* _TASK DIRECTIONS_: Transcribe every entry below word for word, but skip the pictures.

Stored data entries
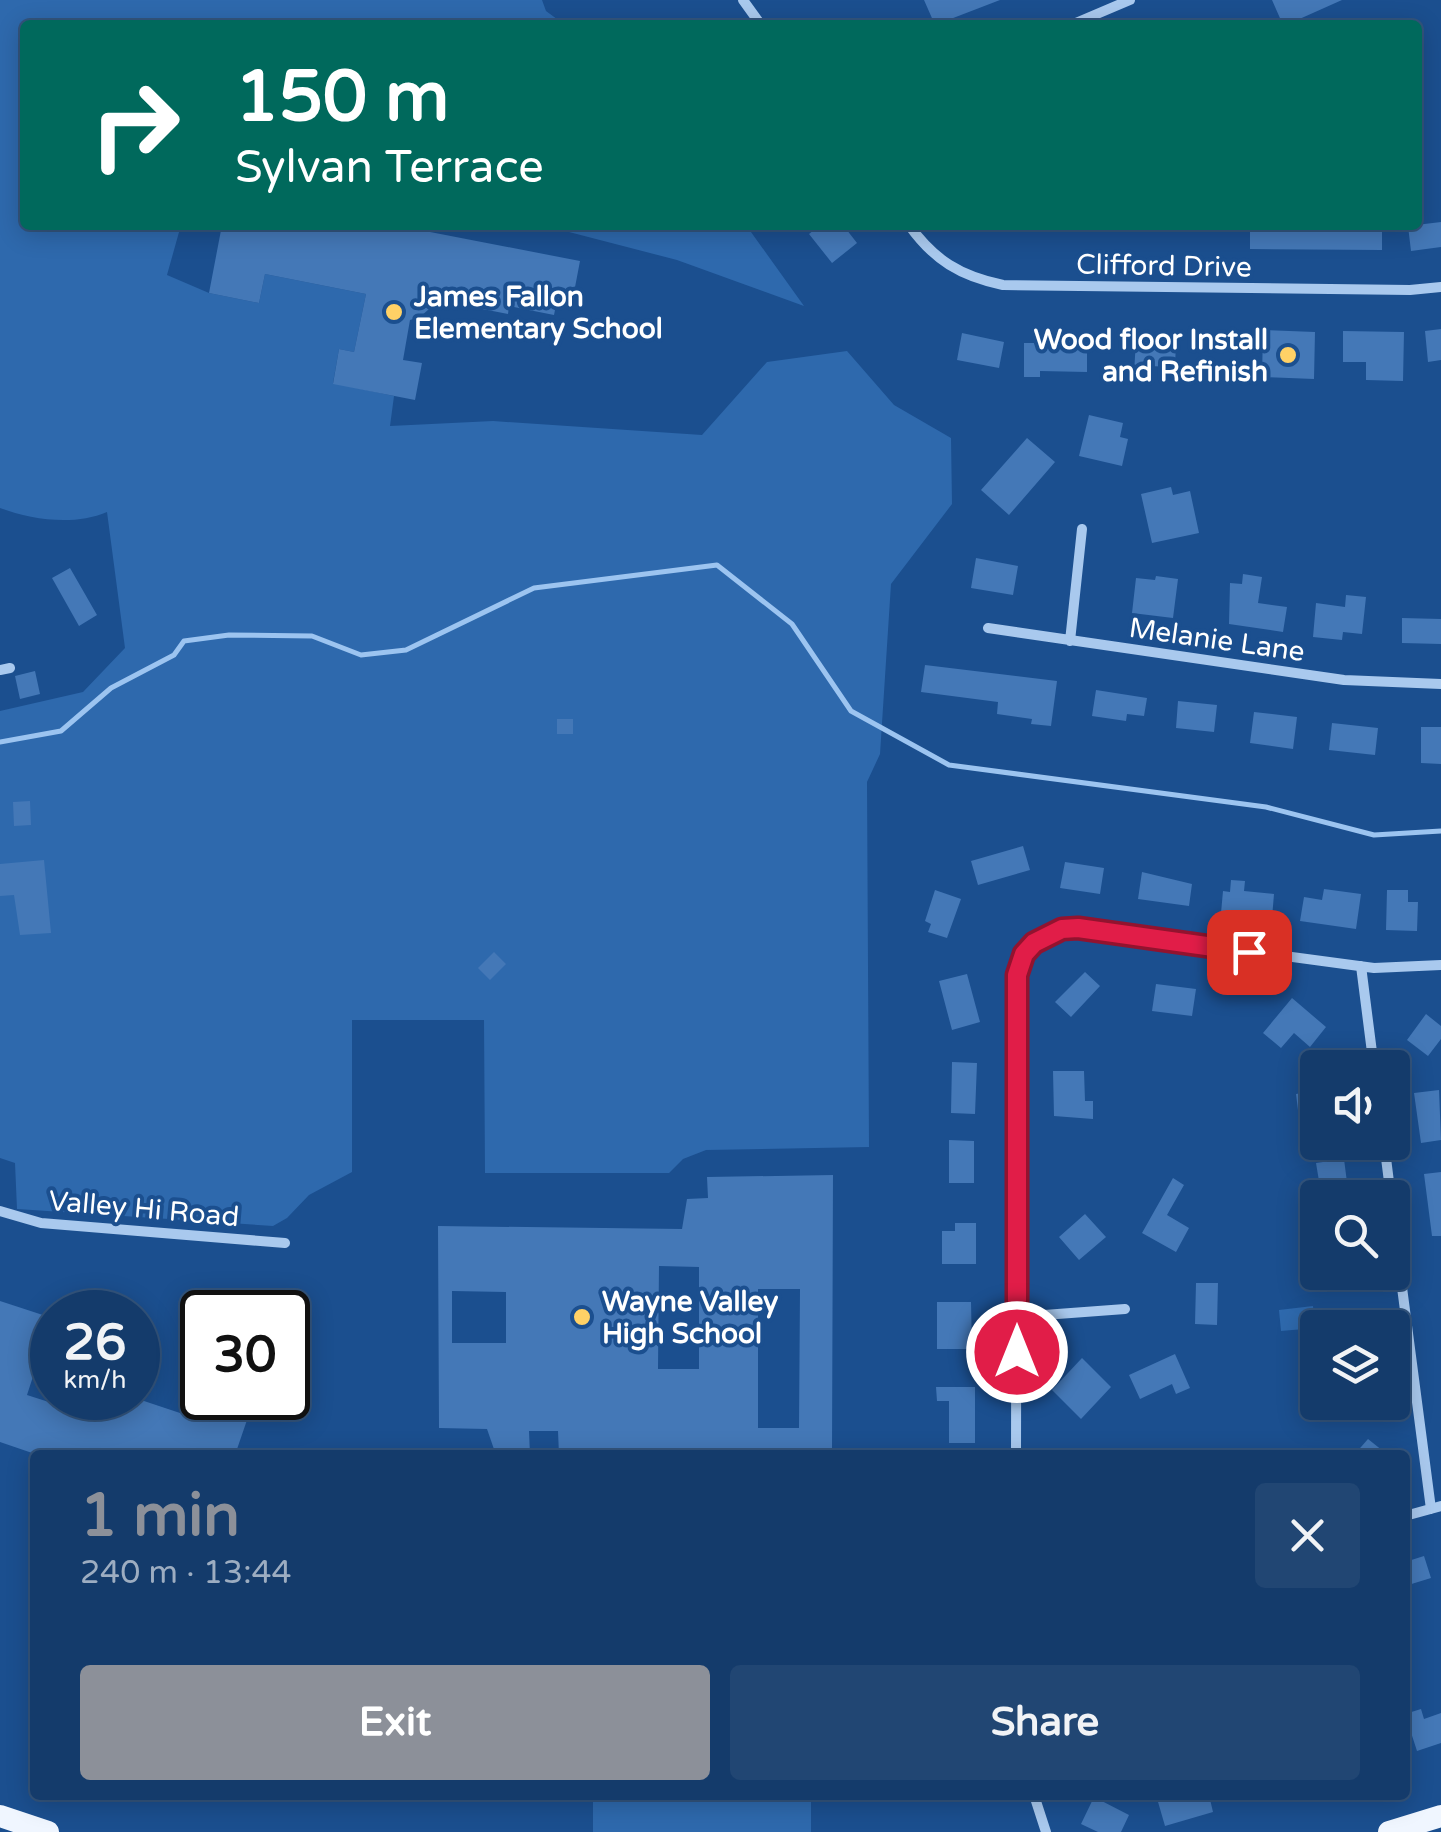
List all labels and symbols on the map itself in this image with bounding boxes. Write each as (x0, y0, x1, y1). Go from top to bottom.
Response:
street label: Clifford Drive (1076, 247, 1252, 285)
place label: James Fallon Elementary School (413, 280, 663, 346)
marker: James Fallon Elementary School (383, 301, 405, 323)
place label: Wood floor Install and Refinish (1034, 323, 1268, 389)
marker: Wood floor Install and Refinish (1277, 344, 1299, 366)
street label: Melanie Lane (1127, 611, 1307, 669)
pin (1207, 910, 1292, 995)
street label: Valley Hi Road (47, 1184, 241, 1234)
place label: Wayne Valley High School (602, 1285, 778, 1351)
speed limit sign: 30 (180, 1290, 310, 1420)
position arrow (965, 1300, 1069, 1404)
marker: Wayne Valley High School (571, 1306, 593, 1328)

* _ANSWER SECTION_:
List all labels and symbols on the map itself in this image with bounding boxes. Write each as (x0, y0, x1, y1). Go from top to bottom.
Response:
street label: Clifford Drive (1076, 247, 1252, 285)
place label: James Fallon Elementary School (413, 280, 663, 346)
marker: James Fallon Elementary School (383, 301, 405, 323)
place label: Wood floor Install and Refinish (1034, 323, 1268, 389)
marker: Wood floor Install and Refinish (1277, 344, 1299, 366)
street label: Melanie Lane (1127, 611, 1307, 669)
pin (1207, 910, 1292, 995)
street label: Valley Hi Road (47, 1184, 241, 1234)
place label: Wayne Valley High School (602, 1285, 778, 1351)
speed limit sign: 30 (180, 1290, 310, 1420)
position arrow (965, 1300, 1069, 1404)
marker: Wayne Valley High School (571, 1306, 593, 1328)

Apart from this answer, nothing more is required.